What do we mean when we say “the market”?

First of all, let’s take a step back. Many, many years ago in the late 19th century, stock trading was a difficult business. Many of the things we take for granted today- instant real-time quotes on any stock or commodity, the ability to view charts of historic prices and volume, put to call ratio and thousands of other data points simply didn’t exist. Traders were limited to viewing a few quotes on a slowly-moving ticker tape that was very often delayed. Of course everyone had this working against them so it didn’t necessarily provide a huge disadvantage to the individual trader. But at the same time it was very difficult to figure out what the overall market of stocks was doing on any given day at least without extensive amounts of work. You would have had to record prices throughout the day or at least closing prices, then compile them into an average, and track that average over time, by hand.

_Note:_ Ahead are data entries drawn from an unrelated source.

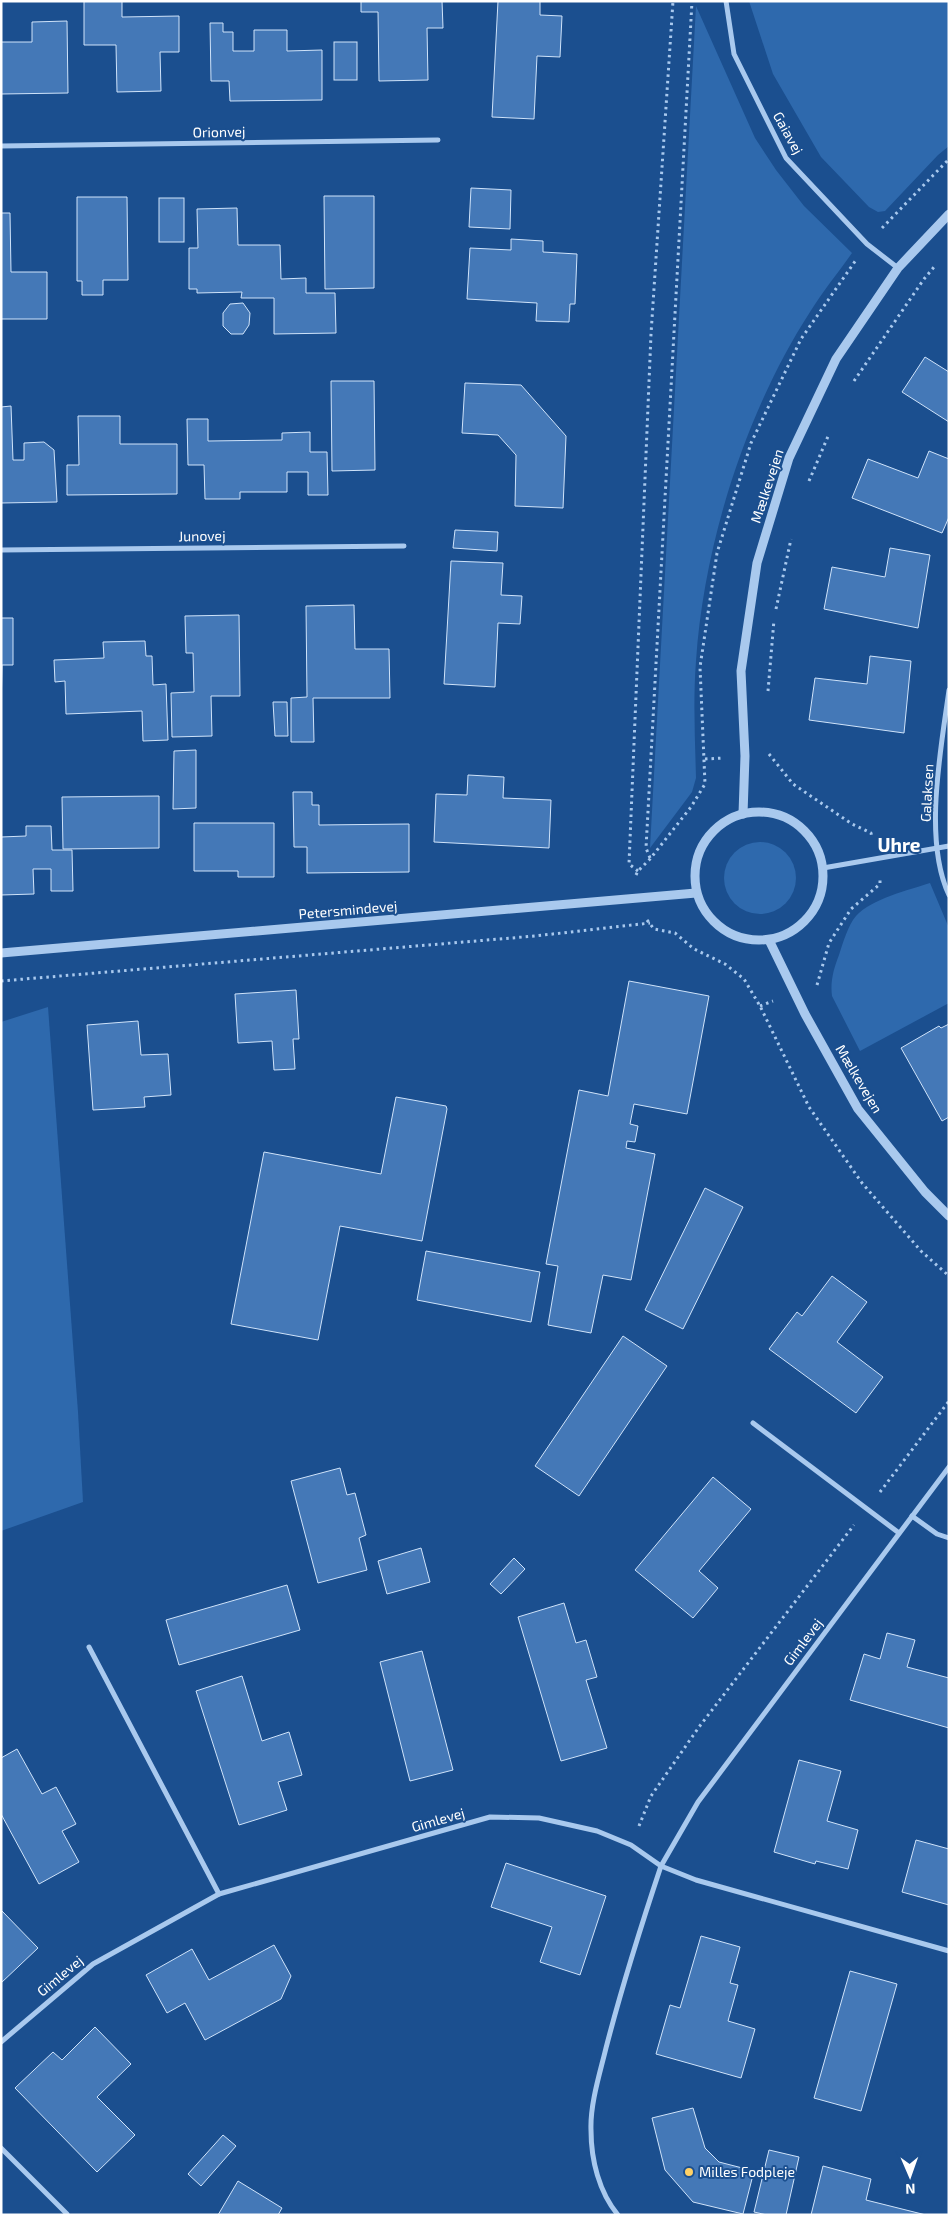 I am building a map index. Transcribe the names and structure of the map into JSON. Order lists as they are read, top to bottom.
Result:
{
  "streets": {
    "street": [
      "Orionvej",
      "Gaiavej",
      "Mælkevejen",
      "Junovej",
      "Galaksen",
      "Petersmindevej",
      "Gimlevej"
    ]
  },
  "crossings": [
    ["Gaiavej", "Mælkevejen"],
    ["Mælkevejen", "Petersmindevej"]
  ],
  "districts": ["Uhre"],
  "places": ["Milles Fodpleje"],
  "north": "bottom"
} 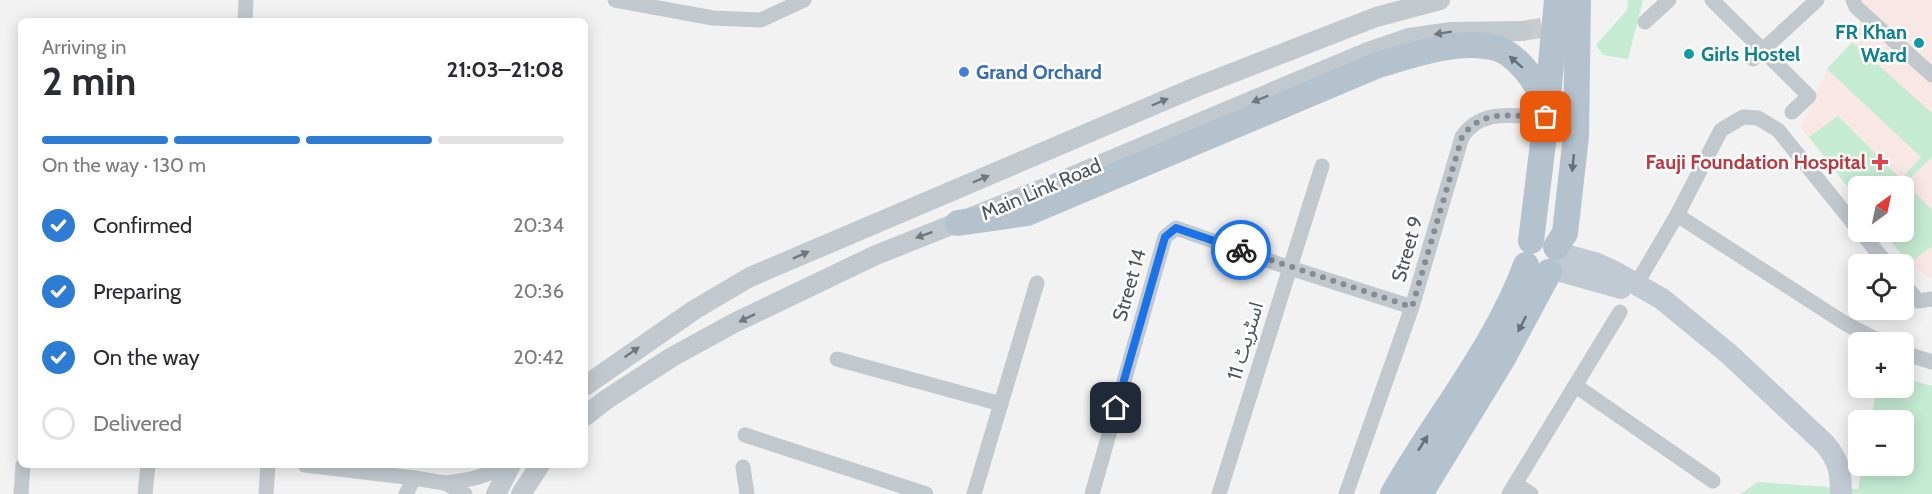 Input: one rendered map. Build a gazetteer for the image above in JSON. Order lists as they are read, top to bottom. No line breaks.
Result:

But, some very smart people realized the utility of being able to surmise at any point what the market was doing and set about doing this by creating stock market averages, such as the Dow Jones Industrial Average and the S&P 500. Later came equal-weighted indices like the Value Line Geometric Index. At a time when compiling these was a massive headache, they did so and published them in newspapers. In those days, the averages did a pretty good job of tracking the market and looking at an average gave you a pretty good idea of what markets overall were doing.

Now, let’s fast forward to today. You have many multiples more of stocks and ETFs, ETNs, and funds operating in many different industries. It seems as if the market has outgrown the averages. Granted many new averages have been created, but still and all most traders these days focus on three- the S&P 500, the Dow Jones Industrial Average, and the Nasdaq-100. There’s good reason for this as these averages not so coincidentally track the largest stocks by price and/or market capitalization.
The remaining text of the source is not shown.